La réaction de Déthié Diouf qui a boudé sa nomination au poste de Pca du Grand Théâtre, l’un des visages de cette coalition, illustre ce malaise. Pour ces premiers compagnons de route, le centre de gravité du pouvoir semble s’être déplacé vers les nouveaux réseaux construits autour de Kiiraay, au détriment de ceux qui avaient constitué le premier cercle de soutien du Président. Cette frustration révèle une tension plus profonde : celle qui oppose désormais les bâtisseurs de la première coalition présidentielle aux artisans de la nouvelle majorité.

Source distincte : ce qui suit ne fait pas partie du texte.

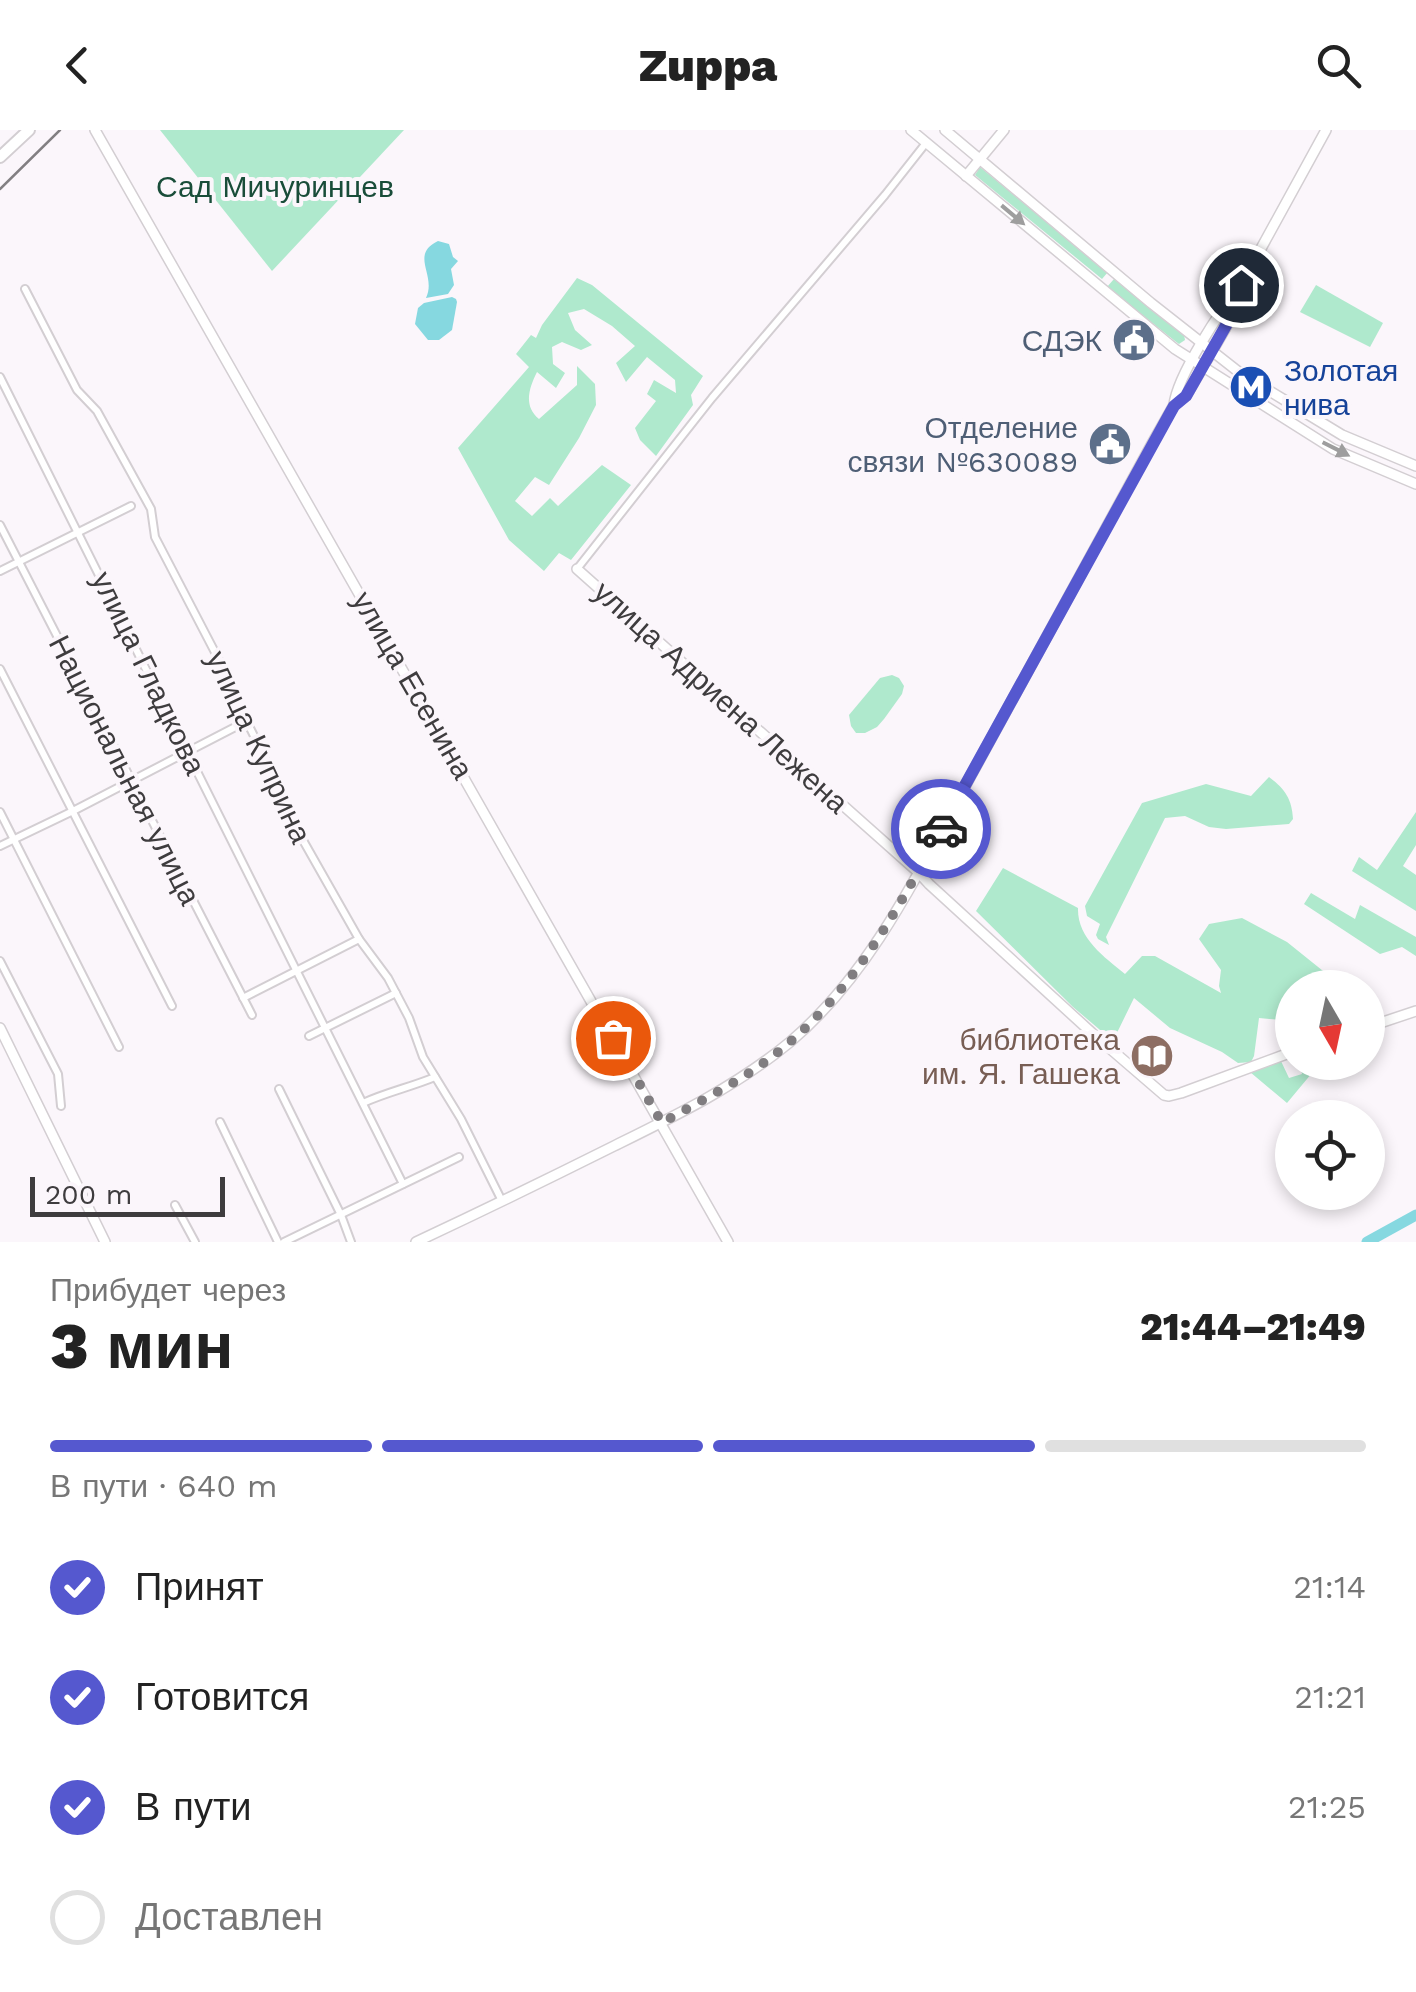 <!DOCTYPE html>
<html lang="ru">
<head>
<meta charset="utf-8">
<style>
  body { margin:0; font-family:"Work Sans",sans-serif; background:#f2f2f2; color:#222; height:100vh; display:flex; flex-direction:column; font-size:38px; white-space:nowrap }
  * { box-sizing:border-box; margin:0 }
  p { font-size:32px; color:#767676 }
  .icon { flex:none; width:55px; height:55px; fill:none; stroke:currentColor; stroke-width:2; stroke-linecap:round; stroke-linejoin:round }
  .map { position:relative; height:1112px; overflow:hidden }
  .details { display:flex; flex-direction:column; background:#fff; flex:1 }
  .details>* { flex:none }
  .needle { width:65px; rotate:171deg }
  .buttons { position:absolute; left:1275px; top:840px; display:grid; gap:20px }
  .buttons a { display:grid; place-items:center; width:110px; height:110px; border-radius:50%; background:#fff; box-shadow:0 5px 15px #0003; font-size:50px }
  .scale { position:absolute; left:30px; bottom:25px; width:195px; box-sizing:border-box; padding-left:10px; border:5px solid #3e3c3e; border-top:0; font-size:28px; line-height:35px; white-space:nowrap; color:#3e3c3e; -webkit-text-stroke:8px #fbf6fb; paint-order:stroke }
  .pin { position:absolute; display:grid; place-items:center; width:85px; height:85px; color:#fff; margin:-42px; border:5px solid #fff; border-radius:50%; box-shadow:0 2px 10px #0007 }
  .courier { position:absolute; display:grid; place-items:center; width:100px; height:100px; margin:-50px; border:8px solid #5558cf; border-radius:50%; background:#fff; color:#222; box-shadow:0 2px 12px #0007 }
  .head em { font-style:normal; font-weight:800 }
  .head div { display:flex; flex-direction:column-reverse }
  .head { display:flex; align-items:center; justify-content:space-between; height:170px; padding:0 50px }
  h1 { font-size:65px; font-weight:800; line-height:75px }
  .bar { display:grid; grid-template-columns:repeat(4,1fr); gap:15px 10px; align-content:center; height:120px; padding:0 50px }
  .bar i { height:12px; border-radius:8px; background:#e0e0e0 }
  .bar .current { background:#5558cf }
  .bar p { grid-column:span 4 }
  ol { padding:0 50px; list-style:none }
  li { display:flex; align-items:center; gap:30px; height:110px }
  li p { margin-inline-start:auto }
  li .icon { padding:10px; border-radius:50%; background:#5558cf; color:#fff; stroke-width:4 }
  li:last-child { color:#767676 }
  li i { width:55px; height:55px; border:5px solid #e0e0e0; border-radius:50% }
  header { display:flex; justify-content:space-between; align-items:center; height:130px; padding:0 50px; background:#fff; font-size:45px; font-weight:800 }
  .map>svg:first-child { display:block }
</style>
</head>
<body>
<header><svg class="icon" aria-label="back" viewBox="0 0 24 24"><path d="M15 5l-7 7 7 7"/></svg>Zuppa<svg class="icon" aria-label="search" viewBox="0 0 24 24"><circle cx="10" cy="10" r="6"/><path d="M15 15l6 6"/></svg></header>
<div class="map">
<svg width="1416" height="1112" viewBox="0 0 1416 1112">
  <rect width="100%" height="100%" fill="#fbf6fb"/>
  <!-- green -->
  <g fill="#afe9cd">
    <path d="M160,0H404L272,141Z"/>
    <path d="M980,37L1108,142L1102,149L975,45Z"/>
    <path d="M577,148L592,155L703,246L691,265L693,275L656,326L640,310L635,298L656,271L647,264L654,250L676,263L675,250L647,227L626,252L616,233L635,216L612,196L584,179L568,183L575,200L592,215L581,220L562,212L552,217L553,234L565,243L556,258L537,242C529,258 523,276 539,289L577,255V236L595,254L596,275L579,308L549,355L535,347L515,371L532,386L550,368L558,376L602,335L631,355L571,430L559,423L544,441L509,410L458,318L529,237L516,224L531,205L536,208L542,195Z"/>
    <path d="M1114,149L1184,205L1185,210L1179,214L1175,211L1107,157Z"/>
    <path d="M1316,155L1383,193L1370,217L1300,182Z"/>
    <path d="M892,545L899,548L904,556L902,564L884,589L877,597L865,603H856L851,596L849,585L880,548Z"/>
    <path d="M1269,647C1285,659 1292,669 1293,689L1289,694L1226,699L1209,697L1185,686L1165,688L1106,807L1109,815L1098,809L1096,805L1100,794L1087,786L1085,776L1142,673L1206,654L1251,666Z"/>
    <path d="M1416,682V715L1403,736L1416,745V781L1352,741L1359,727L1377,740Z"/>
    <path d="M1003,738L1078,778C1077,808 1104,827 1125,844L1142,826H1155L1221,863L1219,856L1221,840L1199,809L1209,794L1242,788L1287,812L1343,857L1292,858V891L1259,888L1254,926L1251,932L1238,933L1222,922L1170,898L1134,868L1113,911L1073,877L976,781Z"/>
    <path d="M1311,763L1355,789L1360,775L1416,807V826L1402,817L1380,824L1304,774Z"/>
    <path d="M1280,929L1289,948L1302,944L1300,934L1302,933H1311L1317,937L1287,973L1250,942Z"/>
  </g>
  <!-- water -->
  <g fill="#86d8e0">
    <path d="M438,111L449,114L453,127L458,131L451,139L454,155L448,164L426,168C437,145 409,125 438,111Z"/>
    <path d="M452,167L456,169L457,172L452,200L439,210H428L415,194L418,178L424,173Z"/>
  </g>
  <g fill="none" stroke-linecap="round" stroke-linejoin="round">
    <!-- river -->
    <path stroke="#86d8e0" stroke-width="11" d="M1367,1112L1416,1085"/>
    <!-- minor casing -->
    <g stroke="#d3ced2" stroke-width="10">
      <g id="minor">
        <path d="M25,159L77,260L97,281L151,379L155,407L219,530L236,581L243,593L249,596L254,606L300,705L359,809L388,848L409,888L423,927L461,989L502,1071"/>
        <path d="M0,247L403,1054"/>
        <path d="M0,395L252,885"/>
        <path d="M577,439L712,268L885,65L926,13"/>
        <path d="M0,441L131,376"/>
        <path d="M0,539L172,876"/>
        <path d="M0,682L119,917"/>
        <path d="M0,716L73,681L243,593"/>
        <path d="M0,831L58,944L61,976"/>
        <path d="M243,868L359,809"/>
        <path d="M309,906L396,863"/>
        <path d="M279,959L341,1085L351,1112"/>
        <path d="M363,973C387,962 411,957 435,947"/>
        <path d="M220,992L278,1112"/>
        <path d="M175,1075L195,1112"/>
        <path d="M284,1112L459,1027"/>
      </g>
    </g>
    <!-- tertiary casing -->
    <g stroke="#d3ced2" stroke-width="12">
      <g id="tertiary">
        <path d="M95,0L728,1112"/>
        <path d="M966,46L1004,0"/>
        <path d="M577,439L918,742L929,754L1092,903L1164,965L1169,966L1181,963L1292,922"/>
        <path d="M1368,897L1416,881"/>
      </g>
    </g>
    <!-- secondary casing -->
    <g stroke="#d3ced2" stroke-width="12">
      <g id="secondary">
        <path d="M911,0L1175,219L1333,319L1416,354"/>
        <path d="M945,0L1151,173L1240,243L1342,305L1416,336"/>
        <path d="M1174,275C1177,246 1221,179 1241,155L1326,0"/>
        <path d="M0,898L105,1112"/>
        <path d="M416,1112C482,1081 548,1049 614,1016C675,986 737,956 790,912C875,840 922,734 975,638C1035,530 1094,421 1153,312L1174,275L1186,266L1225,199L1236,177L1241,155"/>
      </g>
    </g>
    <!-- primary casing -->
    <g stroke="#d3ced2" stroke-width="14">
      <path id="primary" d="M0,27L29,0"/>
    </g>
    <!-- minor -->
    <use href="#minor" stroke="#fff" stroke-width="6"/>
    <!-- tertiary -->
    <use href="#tertiary" stroke="#fff" stroke-width="9"/>
    <!-- secondary -->
    <use href="#secondary" stroke="#fff" stroke-width="9"/>
    <!-- primary -->
    <use href="#primary" stroke="#fff" stroke-width="10"/>
    <!-- tram -->
    <path stroke="#827f82" stroke-width="2.5" d="M0,59L60,0"/>
  </g>
  <!-- one-way arrows -->
  <defs><path id="oneway-solid" d="M-6-.8H1V-3.2L6.5 0L1 3.2V.8H-6Z" transform="scale(2.5)"/></defs>
  <g fill="#9e9e9e">
    <use href="#oneway-solid" transform="translate(1013 85) rotate(40)"/>
    <use href="#oneway-solid" transform="translate(1336 319) rotate(27)"/>
  </g>
  <g fill="none" stroke-linecap="round" stroke-linejoin="round">
    <!-- done -->
    <path stroke="#807d80" stroke-width="10" stroke-dasharray="0 18" d="M613,908L662,993C693,975 725,959 755,939C843,879 892,791 941,699"/>
    <!-- route -->
    <path stroke="#5558cf" stroke-width="12" d="M941,699L1169,285L1174,276L1186,266L1224,199L1236,177L1241,155"/>
  </g>
  <!-- icons -->
  <defs>
    <g id="civic-disc" transform="scale(2.25)"><circle r="9.5" fill="#5c6f8a" stroke="#fbf6fb"/><path d="M-.6-6.5H3V-4.5H.6V-3L4-1V1h2V6H-6V1h2V-1L-.6-3ZM-1.2 2.5V6h2.4V2.5Z" fill="#fff"/></g>
    <g id="metro-disc" transform="scale(2.25)"><circle r="9.5" fill="#1a4fb4" stroke="#fbf6fb"/><path d="M-5.5 5V-5H-3L0 0L3-5H5.5V5H3V-.5L0 4L-3-.5V5Z" fill="#fff"/></g>
    <g id="library-disc" transform="scale(2.25)"><circle r="9.5" fill="#8d6e63" stroke="#fbf6fb"/><path d="M-6-4Q-3-5.5-.7-3.5V5Q-3 3-6 4ZM6-4Q3-5.5 .7-3.5V5Q3 3 6 4Z" fill="#fff"/></g>
  </defs>
  <g fill-rule="evenodd">
    <use href="#civic-disc" x="1134" y="210"/>
    <use href="#metro-disc" x="1251" y="257"/>
    <use href="#civic-disc" x="1110" y="314"/>
    <use href="#library-disc" x="1152" y="926"/>
  </g>
  <g text-anchor="middle" dominant-baseline="central" stroke-width="8" stroke-linejoin="round" paint-order="stroke">
    <!-- park labels -->
    <g font-size="30" fill="#194d39" stroke="#fbf6fb">
      <text x="275" y="56">Сад Мичуринцев</text>
    </g>
    <!-- service labels -->
    <g font-size="30" fill="#4e5e75" stroke="#fbf6fb" text-anchor="end">
      <text x="1102" y="210">СДЭК</text>
      <text x="1078" y="297">Отделение<tspan x="1078" dy="34">связи №630089</tspan></text>
    </g>
    <!-- transit labels -->
    <g font-size="30" fill="#164399" stroke="#fbf6fb" text-anchor="start">
      <text x="1284" y="240">Золотая<tspan x="1284" dy="34">нива</tspan></text>
    </g>
    <!-- street labels -->
    <g font-size="30" fill="#3e3c3e" stroke="#fbf6fb">
      <text transform="translate(149 543) rotate(64)">улица Гладкова</text>
      <text transform="translate(413 555) rotate(60)">улица Есенина</text>
      <text transform="translate(721 567) rotate(42)">улица Адриена Лежена</text>
      <text transform="translate(259 617) rotate(65)">улица Куприна</text>
      <text transform="translate(125 640) rotate(63)">Национальная улица</text>
    </g>
    <!-- education labels -->
    <g font-size="30" fill="#785e54" stroke="#fbf6fb" text-anchor="end">
      <text x="1120" y="909">библиотека<tspan x="1120" dy="34">им. Я. Гашека</tspan></text>
    </g>
  </g>
</svg>
<div class="buttons">
<a><svg class="needle" viewBox="-14 -14 28 28"><path d="M0-13l5 13h-10z" fill="#e53935"/><path d="M0 13l5-13h-10z" fill="#767676"/></svg></a>
<a><svg class="icon" aria-label="locate" viewBox="0 0 24 24"><circle cx="12" cy="12" r="6"/><path d="M12 2v4M12 18v4M2 12h4M18 12h4"/></svg></a>
</div>
<div class="scale">200 m</div>
<div class="pin" style="left:613px;top:908px;background:#ea580c"><svg class="icon" aria-label="bag" viewBox="0 0 24 24"><path d="M5 8h14l-1 12H6zM9 8a3 3 0 0 1 6 0"/></svg></div>
<div class="pin" style="left:1241px;top:155px;background:#1f2937"><svg class="icon" aria-label="home" viewBox="0 0 24 24"><path d="M3 11l9-7 9 7M6 9v11h12V9"/></svg></div>
<div class="courier" style="left:941px;top:699px"><svg class="icon" aria-label="car" viewBox="0 0 24 24"><path d="M5 17H2v-5l4-1 3-4h7l3 4 3 1v5h-3M9 17h6M6 11h13"/><circle cx="7" cy="17" r="2"/><circle cx="17" cy="17" r="2"/></svg></div>
</div>
<section class="details">
<div class="head"><div><h1>3 мин</h1><p>Прибудет через</p></div><em>21:44–21:49</em></div>
<div class="bar"><i class="current"></i><i class="current"></i><i class="current"></i><i></i><p>В пути · 640 m</p></div>
<ol>
<li><svg class="icon" aria-label="check" viewBox="0 0 24 24"><path d="M5 12l5 5 9-10"/></svg>Принят<p>21:14</p></li>
<li><svg class="icon" aria-label="check" viewBox="0 0 24 24"><path d="M5 12l5 5 9-10"/></svg>Готовится<p>21:21</p></li>
<li><svg class="icon" aria-label="check" viewBox="0 0 24 24"><path d="M5 12l5 5 9-10"/></svg>В пути<p>21:25</p></li>
<li><i></i>Доставлен</li>
</ol>
</section>
</body>
</html>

L’empreinte des poids lourds de Kiiraay
Autre enseignement de cette séquence : l’influence croissante des principales figures gravitant autour du chef de l’État. Plusieurs observateurs relèvent que des personnalités comme Abdourahmane Diouf ou Aminata Touré voient leur proximité avec le sommet de l’État se refléter dans certaines promotions de leur entourage politique ou administratif. Sans être officiellement revendiquée, cette lecture renforce l’idée que les nominations participent aussi à la consolidation des équilibres internes du nouveau pouvoir. Dans un système où les nominations constituent un puissant levier de fidélisation, l’entourage présidentiel apparaît ainsi comme un acteur déterminant de la nouvelle cartographie des responsabilités.